安全基準が一つの争点になる。ここまでは楽観的な予測だが、これが争点になり、原発全廃へ追い込まれていく電力会社と経団連と原子力村が、この趨勢に対してどういうカウンターを用意するかを先読みする必要があるだろう。政治を考える者は、常に敵の立場に内在して、敵ならどう手を打つかを想像しなくてはならない。世論の流れを逆転させる最も有効な反撃手段を彼らは持っている。勝負は夏に来るのではないか。すなわち、猛暑で電力需要が供給量を超えたからと言い立て、計画停電をピーク時に実行するのである。しかも、関東首都圏だけでなく、中部中京圏でもやるのだ。昨年並みの猛暑が到来すれば、エアコンのない部屋で貧困な高齢者がまた死ぬ。体力のない病人の死者が続出する。そうでなくても、昨年の激暑が再来した環境で、冷房と冷蔵庫のない生活など耐えられるだろうか。節電生活だとか、節電ビズとか、それは気候のいい今だから言えるきれいごとである。東京に暮らす都会人にその地獄が忍耐できるはずがない。必ず、柏崎刈羽の2-4号機をすぐに動かせという声が上がるだろう。石原慎太郎が言い、経団連が言い、自民党が言い、森永卓郎が言い、大越健介が言い、すぐに世論の多数になるだろう。そして、浜岡原発も動かせとトヨタが言い、浜松の各社が言い、静岡県知事も同調せざるを得なくなるだろう。冷夏ならば飯田哲也のシナリオで進むが、猛暑になれば、必ず東電と経団連と経産省は謀略を仕掛けてくるはずだ。電力の需要と供給の量など、本当の情報は当事者しか分からないものだし、火力発電所を故意に故障させることもできる。

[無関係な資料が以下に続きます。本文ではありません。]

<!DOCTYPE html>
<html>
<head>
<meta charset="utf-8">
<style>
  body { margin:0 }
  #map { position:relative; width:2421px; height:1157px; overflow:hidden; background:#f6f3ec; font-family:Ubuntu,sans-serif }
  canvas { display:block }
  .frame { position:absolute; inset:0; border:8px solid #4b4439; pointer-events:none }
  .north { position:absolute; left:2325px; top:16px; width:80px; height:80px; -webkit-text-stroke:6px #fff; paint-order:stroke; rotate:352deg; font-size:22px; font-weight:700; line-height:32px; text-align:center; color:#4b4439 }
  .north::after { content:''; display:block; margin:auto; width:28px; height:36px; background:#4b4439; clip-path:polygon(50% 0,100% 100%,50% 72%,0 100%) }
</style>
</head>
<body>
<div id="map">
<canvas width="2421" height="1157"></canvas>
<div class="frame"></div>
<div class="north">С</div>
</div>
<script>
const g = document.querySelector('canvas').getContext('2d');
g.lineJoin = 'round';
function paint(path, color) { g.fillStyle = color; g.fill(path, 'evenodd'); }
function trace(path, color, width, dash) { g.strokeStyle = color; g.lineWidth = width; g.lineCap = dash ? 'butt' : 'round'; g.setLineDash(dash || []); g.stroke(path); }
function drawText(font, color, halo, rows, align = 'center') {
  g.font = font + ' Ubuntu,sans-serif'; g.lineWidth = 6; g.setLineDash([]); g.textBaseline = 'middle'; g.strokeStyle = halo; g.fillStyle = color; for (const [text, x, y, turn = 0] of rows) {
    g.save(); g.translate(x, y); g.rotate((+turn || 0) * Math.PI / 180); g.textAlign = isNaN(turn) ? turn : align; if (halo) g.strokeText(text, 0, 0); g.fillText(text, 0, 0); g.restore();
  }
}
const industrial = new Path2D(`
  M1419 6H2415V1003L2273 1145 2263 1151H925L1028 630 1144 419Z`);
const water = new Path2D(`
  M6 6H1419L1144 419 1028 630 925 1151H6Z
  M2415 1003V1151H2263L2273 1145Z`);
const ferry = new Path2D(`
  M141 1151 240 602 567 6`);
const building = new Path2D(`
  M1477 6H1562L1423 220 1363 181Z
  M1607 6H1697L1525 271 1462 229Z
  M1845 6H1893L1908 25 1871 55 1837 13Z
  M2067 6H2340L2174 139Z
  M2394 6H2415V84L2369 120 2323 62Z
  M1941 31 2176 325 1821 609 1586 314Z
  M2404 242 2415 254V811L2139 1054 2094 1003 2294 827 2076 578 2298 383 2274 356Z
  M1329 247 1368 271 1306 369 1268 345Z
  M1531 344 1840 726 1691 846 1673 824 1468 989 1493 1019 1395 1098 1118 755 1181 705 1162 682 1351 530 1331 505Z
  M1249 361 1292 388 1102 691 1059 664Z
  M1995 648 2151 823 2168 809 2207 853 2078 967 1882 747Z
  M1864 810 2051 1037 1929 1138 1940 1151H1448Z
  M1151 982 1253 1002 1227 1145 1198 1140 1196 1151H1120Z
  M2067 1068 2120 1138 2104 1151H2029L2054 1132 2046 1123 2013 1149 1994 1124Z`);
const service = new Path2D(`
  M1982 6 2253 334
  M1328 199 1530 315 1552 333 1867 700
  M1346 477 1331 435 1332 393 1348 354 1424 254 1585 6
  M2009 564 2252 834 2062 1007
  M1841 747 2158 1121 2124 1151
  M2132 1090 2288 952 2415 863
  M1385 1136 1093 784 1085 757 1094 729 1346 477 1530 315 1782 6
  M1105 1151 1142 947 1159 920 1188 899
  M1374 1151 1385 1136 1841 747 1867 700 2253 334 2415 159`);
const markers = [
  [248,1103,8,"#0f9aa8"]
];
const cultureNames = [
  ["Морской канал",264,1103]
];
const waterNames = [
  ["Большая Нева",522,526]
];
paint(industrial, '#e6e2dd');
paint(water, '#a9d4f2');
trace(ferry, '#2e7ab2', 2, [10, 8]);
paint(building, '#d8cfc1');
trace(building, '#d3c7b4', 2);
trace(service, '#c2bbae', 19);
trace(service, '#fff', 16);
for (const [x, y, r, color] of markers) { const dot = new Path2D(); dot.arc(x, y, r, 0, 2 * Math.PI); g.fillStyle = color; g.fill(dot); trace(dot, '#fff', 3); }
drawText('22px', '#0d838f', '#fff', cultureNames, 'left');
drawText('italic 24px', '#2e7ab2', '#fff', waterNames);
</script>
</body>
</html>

火力発電所を故障させ、3月の地震の影響が出たとか、無理に出力を上げたため不具合が生じたとか、予め用意した嘘の言い訳を大越健介に流させればいい。やっぱり原子力も必要だと、そう首都圏の人間に身に染みて思わせればいい。原発を稼働させるためには、最低2日の時間はかかる。猛暑責めの苦痛を与えれば、国民は音を上げて原発様に救いを求める。泣いて詫びて東電に頭を下げる。電力料金を上げてもいいと言う。福島への補償は国民が負担しますと言う。頼むから原発を動かして下さいと土下座する。この拷問には勝てない。放射能汚染のリスクよりも、熱地獄の苦悶からの解放を願う。だから、重要なのは、原発の安全基準もそうだが、それ以上に、火力で原発の発電量を賄えるという情報のエバンジェリズムであり、その事実認識を社会常識にすることである。マスコミ報道しか接してない人間にも、火力には十分な設備能力の余裕があり、6千万KWの需要なら、火力をフル稼働させてカバーできるという事実を一般化し確定させることである。もし、それができず、供給量の3割を占める原発がなくては日本の夏は乗り越えられないという観念を打ち消せないなら、必ず東電と経団連は謀略を仕掛け、反原発勢力を粉砕し、原発を生き残らせる方向に導くだろう。大越健介と米倉弘昌と武藤栄は、その手を虎視眈々と考えている。原発推進派の真夏のクロスカウンターである。そのきわどい観点から政治を凝視すれば、勝負は夏ではなく今なのだ。火力でも十分という認識を常識として定着させられるかどうか、それをこの1か月間にできるかどうか。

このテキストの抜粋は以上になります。